TASK OBJECTIVE -> Check each line of the listing, and copy it if it contains the word "header".

SUPPLIED MATERIAL ->
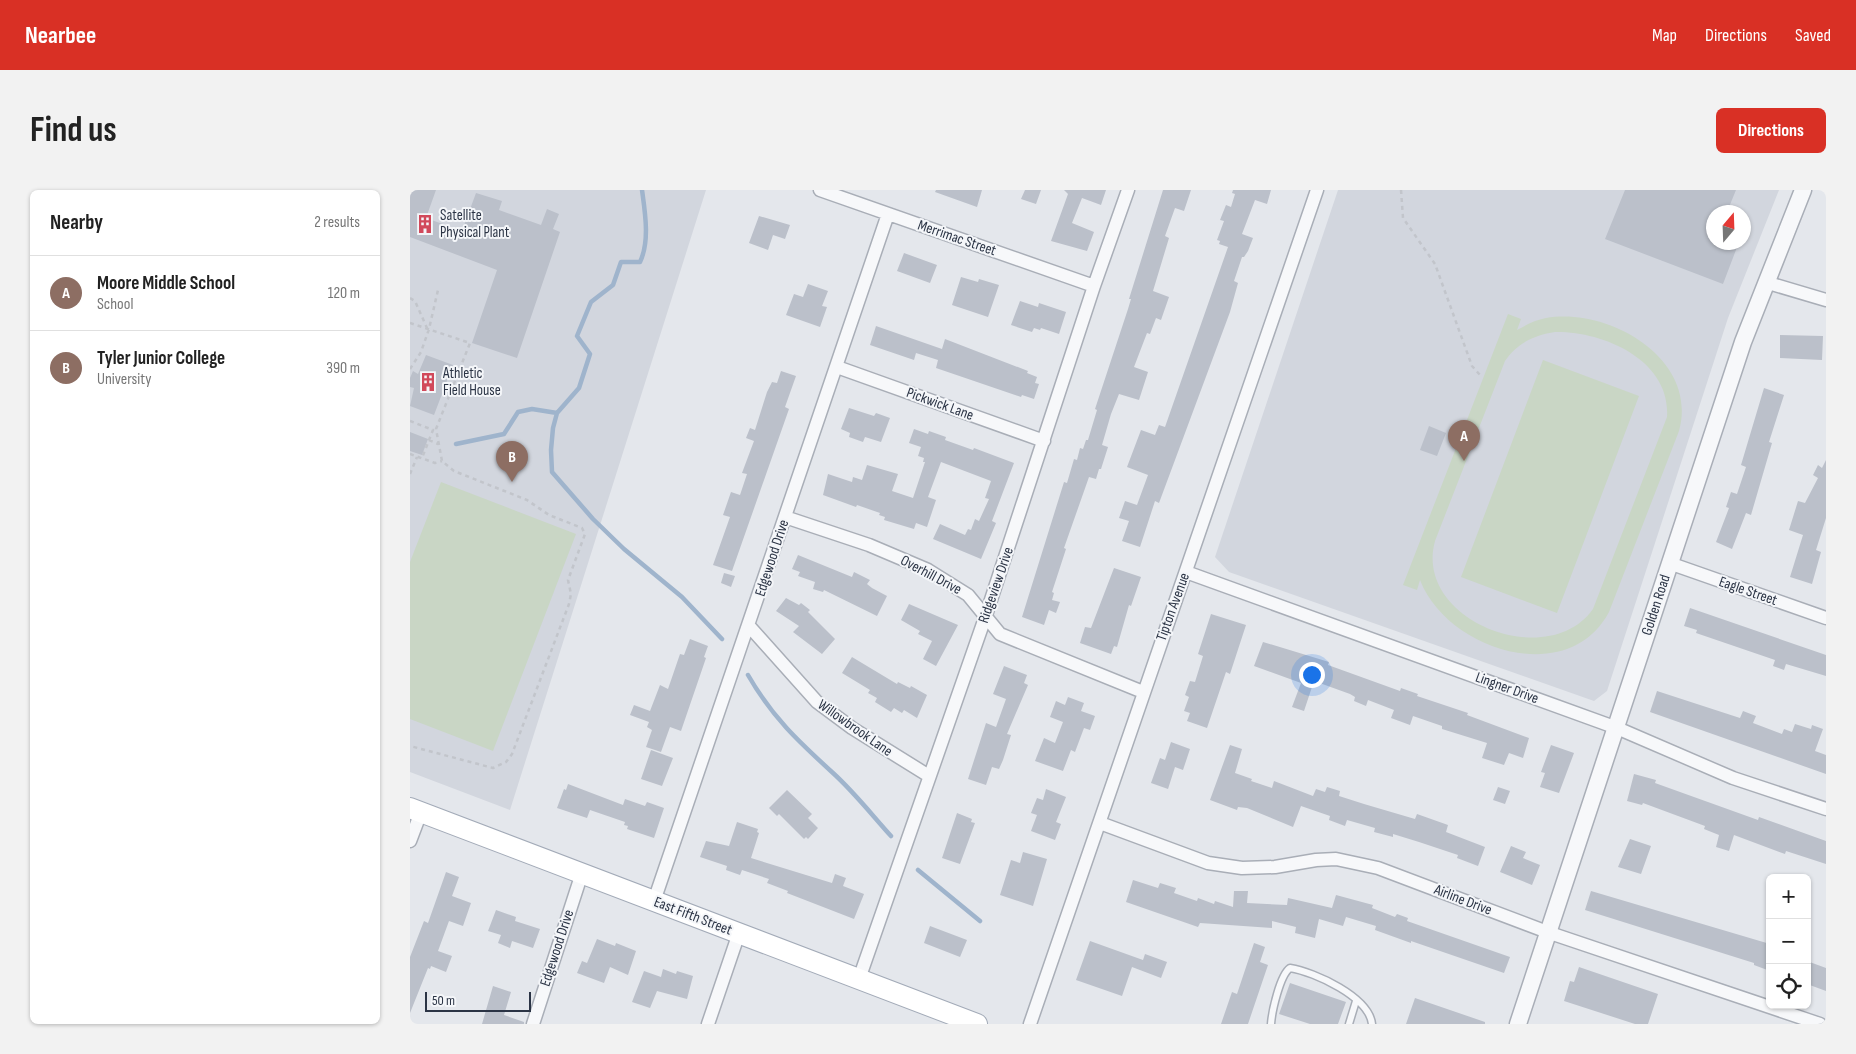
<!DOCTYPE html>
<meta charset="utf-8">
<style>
:root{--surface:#fff;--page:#f2f2f2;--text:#222;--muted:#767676;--line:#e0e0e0;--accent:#d93025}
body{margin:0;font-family:"Sofia Sans Condensed",sans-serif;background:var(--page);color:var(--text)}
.controls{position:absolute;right:15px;bottom:15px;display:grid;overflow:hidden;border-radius:8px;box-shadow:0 1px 4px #0004}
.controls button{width:45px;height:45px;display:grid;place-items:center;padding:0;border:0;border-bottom:1px solid var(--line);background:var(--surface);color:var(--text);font:25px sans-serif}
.compass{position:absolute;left:1296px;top:15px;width:45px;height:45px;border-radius:50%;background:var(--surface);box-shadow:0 1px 4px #0004;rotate:19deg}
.scale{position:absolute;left:15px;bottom:12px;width:106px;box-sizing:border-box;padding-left:5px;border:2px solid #2b3445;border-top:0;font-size:14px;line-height:18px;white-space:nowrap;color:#2b3445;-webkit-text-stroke:4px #f4f6f9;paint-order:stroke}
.you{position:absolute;left:901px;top:484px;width:18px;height:18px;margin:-12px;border:4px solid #fff;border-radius:50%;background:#1a73e8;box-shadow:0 0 0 8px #1a73e833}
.badge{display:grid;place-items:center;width:32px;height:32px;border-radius:50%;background:var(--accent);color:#fff;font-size:16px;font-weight:700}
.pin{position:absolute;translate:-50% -41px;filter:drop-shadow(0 1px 2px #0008)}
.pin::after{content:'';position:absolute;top:26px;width:18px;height:15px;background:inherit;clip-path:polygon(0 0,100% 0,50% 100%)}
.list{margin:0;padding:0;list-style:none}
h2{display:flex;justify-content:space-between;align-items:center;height:65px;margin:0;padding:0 20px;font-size:21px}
h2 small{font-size:16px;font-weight:400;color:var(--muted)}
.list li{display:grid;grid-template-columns:32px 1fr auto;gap:15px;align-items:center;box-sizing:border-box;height:75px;padding:0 20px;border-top:1px solid var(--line)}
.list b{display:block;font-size:19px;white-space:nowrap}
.list p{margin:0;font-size:16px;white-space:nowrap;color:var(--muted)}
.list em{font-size:16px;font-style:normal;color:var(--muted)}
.icon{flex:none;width:28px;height:28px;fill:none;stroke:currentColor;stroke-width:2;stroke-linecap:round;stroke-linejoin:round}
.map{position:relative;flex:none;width:1416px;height:834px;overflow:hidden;border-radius:8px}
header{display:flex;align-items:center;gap:30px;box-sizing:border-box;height:70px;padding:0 25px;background:var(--accent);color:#fff}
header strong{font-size:24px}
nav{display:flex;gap:28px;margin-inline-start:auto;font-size:18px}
.intro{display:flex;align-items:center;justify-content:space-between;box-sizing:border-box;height:120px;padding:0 30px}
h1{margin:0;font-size:35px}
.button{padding:12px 22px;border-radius:8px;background:var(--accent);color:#fff;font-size:18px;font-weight:700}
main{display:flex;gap:30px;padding:0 30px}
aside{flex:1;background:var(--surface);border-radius:8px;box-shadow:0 1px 4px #0004}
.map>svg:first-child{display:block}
.built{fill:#d2d6de;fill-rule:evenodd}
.pitch{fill:#c9d6c5;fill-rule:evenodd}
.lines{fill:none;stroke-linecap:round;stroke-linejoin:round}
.stream{stroke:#9fb4cc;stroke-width:4.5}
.building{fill:#bbc0ca}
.service-casing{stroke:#a9aeb7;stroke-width:9}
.minor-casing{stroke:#a9aeb7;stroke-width:15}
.tertiary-casing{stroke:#a9aeb7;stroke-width:19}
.primary-casing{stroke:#a3abb8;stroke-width:22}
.path{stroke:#c2c5cb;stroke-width:2.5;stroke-dasharray:4 4;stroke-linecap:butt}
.service{stroke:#f7f8fa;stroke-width:6}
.minor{stroke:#f7f8fa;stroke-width:12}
.tertiary{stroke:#f7f8fa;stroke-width:16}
.primary{stroke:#fff;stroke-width:20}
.labels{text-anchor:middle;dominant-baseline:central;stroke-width:4;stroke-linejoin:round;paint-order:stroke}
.poi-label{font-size:15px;fill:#2b3445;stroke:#f4f6f9;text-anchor:start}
.street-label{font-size:15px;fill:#2b3445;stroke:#f4f6f9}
</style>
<header>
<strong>Nearbee</strong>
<nav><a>Map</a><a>Directions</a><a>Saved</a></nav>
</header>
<div class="intro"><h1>Find us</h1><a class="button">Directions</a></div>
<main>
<aside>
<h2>Nearby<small>2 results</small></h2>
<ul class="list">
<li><span class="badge" style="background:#8d6e63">A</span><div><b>Moore Middle School</b><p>School</p></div><em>120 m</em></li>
<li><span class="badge" style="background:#8d6e63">B</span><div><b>Tyler Junior College</b><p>University</p></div><em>390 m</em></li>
</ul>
</aside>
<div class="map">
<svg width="1416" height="834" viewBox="0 0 1416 834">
<rect width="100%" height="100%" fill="#e4e7ec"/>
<path class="built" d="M0,0H296L100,620L0,582Z
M928,0H1369L1318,128L1197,501L1184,511L819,382L805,367ZM1304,22H1334V52H1304Z"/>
<path class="pitch" d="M1098,124L1111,129L1107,140C1116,135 1125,130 1136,128C1199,117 1289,169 1269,241L1199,422C1158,499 1037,460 1010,390L1007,400L993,395ZM1145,142C1193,141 1261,170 1257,227L1183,419C1138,483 1003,430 1025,351L1095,171C1107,153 1125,145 1145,142Z
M1133,170L1229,206L1147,423L1051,387Z
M31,292L166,344L83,561L0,529V372Z"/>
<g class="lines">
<path class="stream" d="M232,0C235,22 240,51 230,72H211L203,95L181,112L167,146L180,164L169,198L147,223L143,238L141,260L142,282L183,329L214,359L272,407L312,449
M46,254L94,244L108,222L122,219L147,223
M338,485C362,527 388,551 423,583C444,602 462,625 481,646
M508,680L570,731"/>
</g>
<path class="building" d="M0,0H26L16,28L52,41L66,3L92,11L89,20L131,35L137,19L149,24L143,39L150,42L107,168L62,153L87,80L0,47Z
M526,0H572L567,17L525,2Z
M615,0H631L626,14L611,9Z
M654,0H696L691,15L672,8L662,33L684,42L677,61L641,51L658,4Z
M753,0H781L774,21L765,18L755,46L759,48L743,101L759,107L751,130L746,128L740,144L737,143L724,177L738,182L729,210L709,204L701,224L692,255L698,257L691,279H689L686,289L679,287L654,358L656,359L642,402L644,403L642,410L650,412L646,423L639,420L634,435L612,427L654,292L657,293L664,269L667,270L670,258L673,259L676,250H678L687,220L685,219L718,119L721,109H719Z
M823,0H861L857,14L845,10L832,44L843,48L838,61L834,67H832L824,91L828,93L820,122L749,313L745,311L730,357L712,351L719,331L709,328L715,311L727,315L738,285L717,277L731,240L745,245L749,235L755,237L818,57L809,54L810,51L807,50L814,31L810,30L816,15L821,17L825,4L822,3Z
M1215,0H1326L1317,22H1304V52H1329L1313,94L1195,49Z
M349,26L380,35L375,49L363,45L358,60L339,53Z
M494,63L527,75L520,93L487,81Z
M551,87L568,92L569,89L589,95L578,127L542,115Z
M398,94L418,101L412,116L417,117L410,137L376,125L384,104L393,107Z
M610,111L628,117L629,113L656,122L649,144L631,138L630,140L624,138L622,142L601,135Z
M466,136L532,159L535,149L618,181L617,183L627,187L625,193L629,194L624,209L612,205L611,207L526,178L528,170L506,163L504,170L460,155Z
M1370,145L1413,146L1412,170L1370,168Z
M16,165L43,175L24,225L0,216L4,198L0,197V188L3,181L8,184Z
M371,181L386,186L375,217L379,219L322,381L303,375L320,327L313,325L321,302L330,305L337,284L332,283L344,251L336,248L340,238L345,240L357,202L362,192L367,193Z
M1354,198L1374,205L1359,252L1362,253L1341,325L1336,323L1322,359L1306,352L1319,318L1316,317L1321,302L1327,304L1336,277L1331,275Z
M439,218L464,226L466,223L480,228L471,252L455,247L453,252L439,247L440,243L431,239Z
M1019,236L1036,243L1027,266L1010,260Z
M504,239L518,244L519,241L536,247L535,250L563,260L564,258L604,273L582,331L586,333L571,369L523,349L530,334L555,345L558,339L561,340L565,329L569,331L579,309L575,308L581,291L531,272L518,307L526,310L517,337L506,333L504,339L474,330L475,327L469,325L470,323L447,315L446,317L413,305L418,284L442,292L443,287L452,290L457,275L488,284L482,301L503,308L515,272H513L514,268L508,266L511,257L499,253Z
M0,242L18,249L12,265L0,261Z
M1416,270V328L1406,360L1411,362L1402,394L1380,387L1393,345L1379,340L1388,311L1395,313L1408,288L1403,285L1408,275L1412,278Z
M388,365L442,387L444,382L460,390L457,394L462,398L477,406L467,426L414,400L413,402L403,399L405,392L388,386L390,382L382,379Z
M704,378L731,387L721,416L719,415L707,457L704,456L701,464L670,453L675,437L681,438Z
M314,383L325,386L321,397L311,393Z
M376,408L389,415L391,413L400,420L398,422L425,449L412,464L383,442L389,436L366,421Z
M499,414L548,435L526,476L513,469L522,451L508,444L510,441L491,430Z
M1280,418L1416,465V486L1376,474L1374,480L1363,476L1365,470L1286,443L1287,440L1274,436Z
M801,424L836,435L820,484L816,482L797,538L777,531L780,523L774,521L779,507L775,505L780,491L785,492L793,466L788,464Z
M280,449L298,456L294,467L296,468L271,541L260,537L251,562L236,557L242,540L237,537L239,532L220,525L224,515L240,521L250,495L258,499L270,464L274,465Z
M853,452L919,472L918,475L990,501L991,498L1008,504L1007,506L1058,523L1057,525L1119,548L1113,568L1099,563L1094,575L1072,568L1077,553L1032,539V536L1003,526L1000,535L981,528L984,520L958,510L956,516L944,511L945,507L940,504L904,491L894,521L882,517L891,493L844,476Z
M442,467L487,494L488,492L500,498L501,496L517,505L507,528L494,520L492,523L484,518L481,522L465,512L467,508L458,503L460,500L432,483Z
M594,476L617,485L614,493L618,495L597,544L601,545L593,570L589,579L582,577L576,595L558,589L576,533L586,537L596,509L583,504Z
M1247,501L1330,528L1333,521L1346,526L1343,533L1372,544L1374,539L1382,542L1385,534L1401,539L1402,535L1413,539L1405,561L1416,565V584L1240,522Z
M658,507L674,513L671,521L685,526L680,540L674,538L665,562L661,560L653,581L625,571L634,548L645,553L653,532L640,527L646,511L655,515Z
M761,552L780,559L773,580L765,577L758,599L741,593L750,568L755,570Z
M820,555L832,559L825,583L842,589L841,591L862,598L864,591L903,606L906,599L915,602L917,597L930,601L929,606L954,614L1005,629L1007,624L1038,635L1036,642L1075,657L1068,676L1047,668L1048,665L1009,652L983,644V647L964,642L965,638L937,630L935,636L919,630L920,626L891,616L883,637L837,618L828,617L827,620L800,610Z
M1141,555L1164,563L1149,603L1130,597L1135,583L1131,582Z
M241,560L263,568L252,596L231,589Z
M1224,584L1246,590L1245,593L1348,630L1349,627L1416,651V674L1376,661L1375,664L1324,645L1319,661L1306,657L1309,645L1294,639L1295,636L1233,613L1232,615L1217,611Z
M158,594L213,615L215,609L235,616L237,612L254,618L244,648L217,639L218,636L214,635L215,632L180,620L177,628L147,618L154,599L156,600Z
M1088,597L1100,601L1095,614L1083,610Z
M636,599L656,607L646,632L651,634L645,650L621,641L627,625L621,623L627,608L633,610Z
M377,600L402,624L398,628L408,638L398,649L396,647L394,649L369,624L367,626L359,618Z
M547,623L562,629L561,632L565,633L550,674L532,668Z
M327,632L348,639L347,642L349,643L341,668L422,693L425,684L436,688L433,696L454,704L444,729L377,703L378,701L357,693L359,689L332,680L330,685L316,680L317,676L290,667L296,651L319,656Z
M1220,649L1241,656L1231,684L1208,677Z
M1101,656L1116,662L1113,668L1130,675L1122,695L1090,682Z
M613,662L637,669L623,716L590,705L601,670L610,673Z
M36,682L49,687L42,706L61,713L53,736L39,731L28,761L42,766L36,782L21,776L20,779L18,778L0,823V767L14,731L18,733Z
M723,690L748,698L750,693L766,698L764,703L787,711L788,708L804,714L805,711L823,717L824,701H838L837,713L877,715L878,708L922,718L926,705L963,715L962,718L985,727L987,724L998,728L997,731L1100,767L1094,783L1001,751V753L965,740L966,736L936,727L933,736L909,729L905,748L885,743L886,737L862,731V738L790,733L788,737L716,712Z
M1181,701L1360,754V781L1344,775V773L1175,720Z
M86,720L106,727L105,731L130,739L123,758L102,751L100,758L88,753L91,745L78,741Z
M520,736L557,750L550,767L514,753Z
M187,749L205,756L206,753L226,761L218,785L200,777L194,793L167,783L172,771L177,773Z
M680,751L733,770L735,764L757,772L751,788L722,777L712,806L666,790Z
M844,753L855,757L850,772L858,775L838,834H811L822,802L827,804Z
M1397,771L1416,778V801L1397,794Z
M1169,777L1248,804L1238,834H1225L1154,811L1160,791L1164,792Z
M253,779L266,784L267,781L283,786L277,809L247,801L240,818L222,812L234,781L251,787Z
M880,793L936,812L928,834H900L869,824Z
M83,796L101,802L94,825L114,832V834H72Z
M1005,808L1075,832V834H996Z"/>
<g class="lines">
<g class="service-casing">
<path id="service" d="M861,834C862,821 870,785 880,778C905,782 959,807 962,834
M939,834L946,811"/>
</g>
<g class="minor-casing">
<path id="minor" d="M410,0L684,96
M1355,92L1416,110
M427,177L634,251
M375,327L459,355L518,380L558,405L590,444L733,502
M1259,373L1416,428
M776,382L1207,538L1323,588L1416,619
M339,436L407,512L442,538L519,586
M690,633L798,673L832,678L865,677L906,670L926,669L968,678L1140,743L1410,834
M0,651L11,622
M244,711L478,24
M449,789L576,425L684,96L718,0
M123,834L172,683
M298,834L329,743
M620,834L907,0"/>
</g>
<g class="tertiary-casing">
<path id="tertiary" d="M1108,834L1333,152L1393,0"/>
</g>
<g class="primary-casing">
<path id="primary" d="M0,618L567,834"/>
</g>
<path class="path" d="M991,0L993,28L1025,74L1062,176L1070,185
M0,108L5,111L17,138
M0,133L60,153L26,239L32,271L44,281L117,310L139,325L172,338L175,344L158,390L161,404L159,414L102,564L96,572L83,578L0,556
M0,179L11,162L19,139L28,100
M0,231L23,240L12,268
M19,250L28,254
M0,264L25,273L32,271
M0,284L7,267"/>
<use href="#service" class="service"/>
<use href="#minor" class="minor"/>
<use href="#tertiary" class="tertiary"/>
<use href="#primary" class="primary"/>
</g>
<defs>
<g id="building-bare" transform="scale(1.5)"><path d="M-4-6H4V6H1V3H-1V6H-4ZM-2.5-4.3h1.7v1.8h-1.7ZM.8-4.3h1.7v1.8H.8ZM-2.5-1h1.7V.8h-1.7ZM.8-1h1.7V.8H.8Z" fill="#d1495b" stroke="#f4f6f9" stroke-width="2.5" paint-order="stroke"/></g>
</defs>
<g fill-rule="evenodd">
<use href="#building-bare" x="15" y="34"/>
<use href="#building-bare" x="18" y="192"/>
</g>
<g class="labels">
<g class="poi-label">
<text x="30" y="25">Satellite<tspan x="30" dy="17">Physical Plant</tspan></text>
<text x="33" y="183">Athletic<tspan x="33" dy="17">Field House</tspan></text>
</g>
<g class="street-label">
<text transform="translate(547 48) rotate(19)">Merrimac Street</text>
<text transform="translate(530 214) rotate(20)">Pickwick Lane</text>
<text transform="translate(362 368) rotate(-72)">Edgewood Drive</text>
<text transform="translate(521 385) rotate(28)">Overhill Drive</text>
<text transform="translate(586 395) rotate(-71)">Ridgeview Drive</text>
<text transform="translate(1338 401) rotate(19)">Eagle Street</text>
<text transform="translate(1246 415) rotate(-72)">Golden Road</text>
<text transform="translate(763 417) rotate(-70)">Tipton Avenue</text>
<text transform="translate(1097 498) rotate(20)">Lingner Drive</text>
<text transform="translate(445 538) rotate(35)">Willowbrook Lane</text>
<text transform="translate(1053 710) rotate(21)">Airline Drive</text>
<text transform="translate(283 726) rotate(21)">East Fifth Street</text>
<text transform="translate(147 758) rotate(-72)">Edgewood Drive</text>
</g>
</g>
</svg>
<div class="controls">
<button>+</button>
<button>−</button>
<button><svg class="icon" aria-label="locate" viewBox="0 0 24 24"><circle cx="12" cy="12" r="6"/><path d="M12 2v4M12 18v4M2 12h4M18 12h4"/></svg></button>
</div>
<svg class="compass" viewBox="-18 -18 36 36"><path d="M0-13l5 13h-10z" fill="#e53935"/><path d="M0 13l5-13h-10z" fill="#767676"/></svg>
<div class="scale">50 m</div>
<div class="you"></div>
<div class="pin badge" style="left:1054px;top:271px;background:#8d6e63">A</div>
<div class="pin badge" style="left:102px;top:292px;background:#8d6e63">B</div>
</div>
</main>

ANSWER TO THIS PROBLEM ->
header{display:flex;align-items:center;gap:30px;box-sizing:border-box;height:70px;padding:0 25px;background:var(--accent);color:#fff}
header strong{font-size:24px}
<header>
</header>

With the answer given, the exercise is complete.